In order to have the best chance of winning, typically, in Commander, players will want total control over the battlefield. Subsequently, board wipes and land destruction like Armageddon are incredibly useful. While definitely effective for the caster, playing against these cards is utterly soul-crushing.
Since more competitive and win-driven decks tend to use these cards more prevalently, it’s easy to see why cEDH could be the worst of the worst. After all, surely the format’s decks are actively trying to ruin your day. Technically, this is true, however, as many MTG players recently pointed out, this isn’t as bad as you might think.
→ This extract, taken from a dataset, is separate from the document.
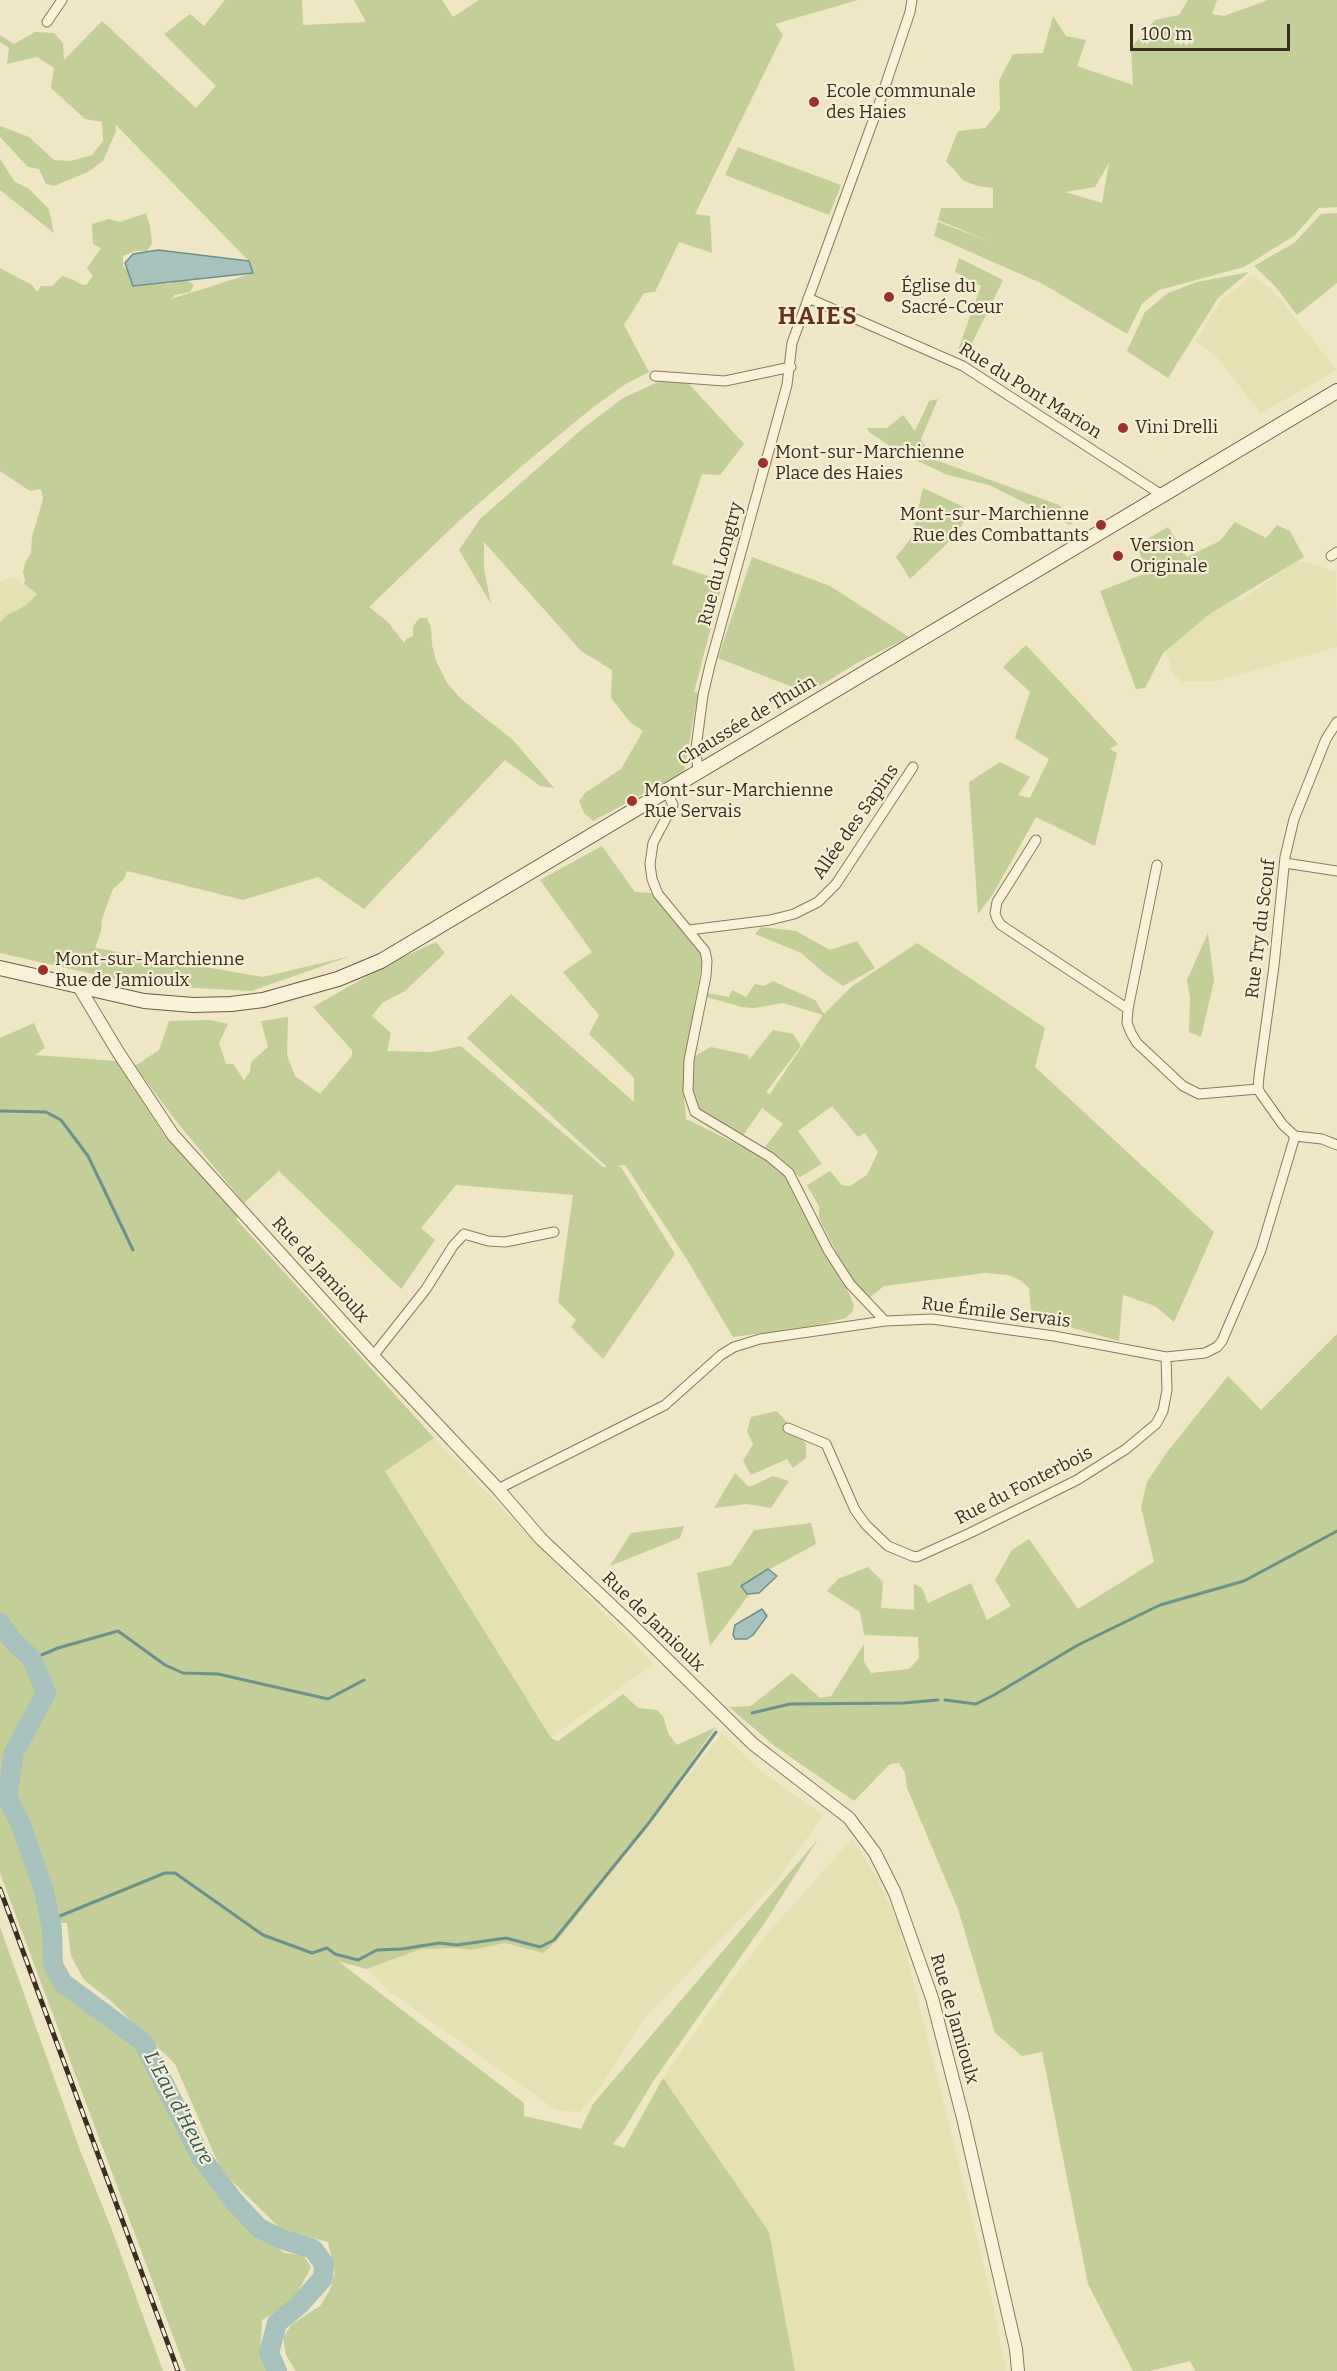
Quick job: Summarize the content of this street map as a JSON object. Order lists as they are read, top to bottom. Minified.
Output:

Spurring on this discussion, Reddit user u/hypsophobia recently stated they simply “don’t understand cEDH…” Within their post, Hypsophobia claimed this was due to how the defies expectations. Rather than players getting relentlessly salty at one another, Hypsophobia’s experiences were bizarrely friendly.
“It’s just a paradox. Things my friends and I would get really salty at, like Armageddon, just seem to trigger compliments or laughter. Turn 3-5 wins are common, which is another thing my normal playgroup would scorn. I try not to act salty. I’m more shocked they’ll just shuffle up and play again.”u/hypsophobia
Perplexed by these interactions, Hypsophobia turned to Reddit to ask if this was normal. Thankfully for curious players, the answer to this question, for the most part, is a yes. As pointed out by Reddit users such as u/Kyleometers, this is due to cEDH changing the nature of the game.
On casual Commander tables, everyone playing has their own plan about how to win. Some players will build a board, others will meticulously set up a combo, and some may disrupt their opponents. In cEDH, however, everyone is playing to win as fast as possible. Due to this, it’s entirely expected that players will use devastating cards to disrupt one another and end the game swiftly.
“Nothing is a ‘faux pas’ if everyone is trying to win. Much like how if you lose to Blood Moon in Modern, that’s just a facet of the game. It’s not unfair, you got got. As the kids say, ‘skill issue’. And yes, a lot of people enjoy the game like this.”u/Kyleometers
Beyond mitigating salt from having your game plan ruined, cEDH’s inherently competitive nature also fixes casual Commander’s balancing woes. Rather than it being an opponent’s fault for bringing the wrong style of deck, in cEDH, getting stomped is on you. As a result of this, every game is a learning experience, which teaches you to play around threats, counters, or just build a better deck.
While this self-reflection is important, ultimately, it doesn’t wholly mitigate every last grain of salt. As pointed out by u/batatapala, regardless of format, MTG can be plenty salty all on its own, especially in competitive settings. Going on a losing streak, for instance, is never nice to experience, as is true of being mana-flooded. Sadly, cEDH doesn’t fix this as a format, as there’s ultimately no escaping the luck of the draw.
Choose Your Friends Wisely
At the end of the day, while cEDH may not be as salty as its reputation, it’s hardly mandatory you start playing it. If you enjoy Commander with your table, you’re free to keep playing that, just as you are with any format. If you’re being driven mad by your games, however, you don’t need to immediately jump to a different format.
Instead of taking the nuclear option, it’s a lot easier to talk to your playgroup. By doing this and implementing the all-important Rule 0, players can curate an ideal and enjoyable environment. Failing that, if you can’t beat them, join them and beat them at their own game with a truly toxic Stax nightmare.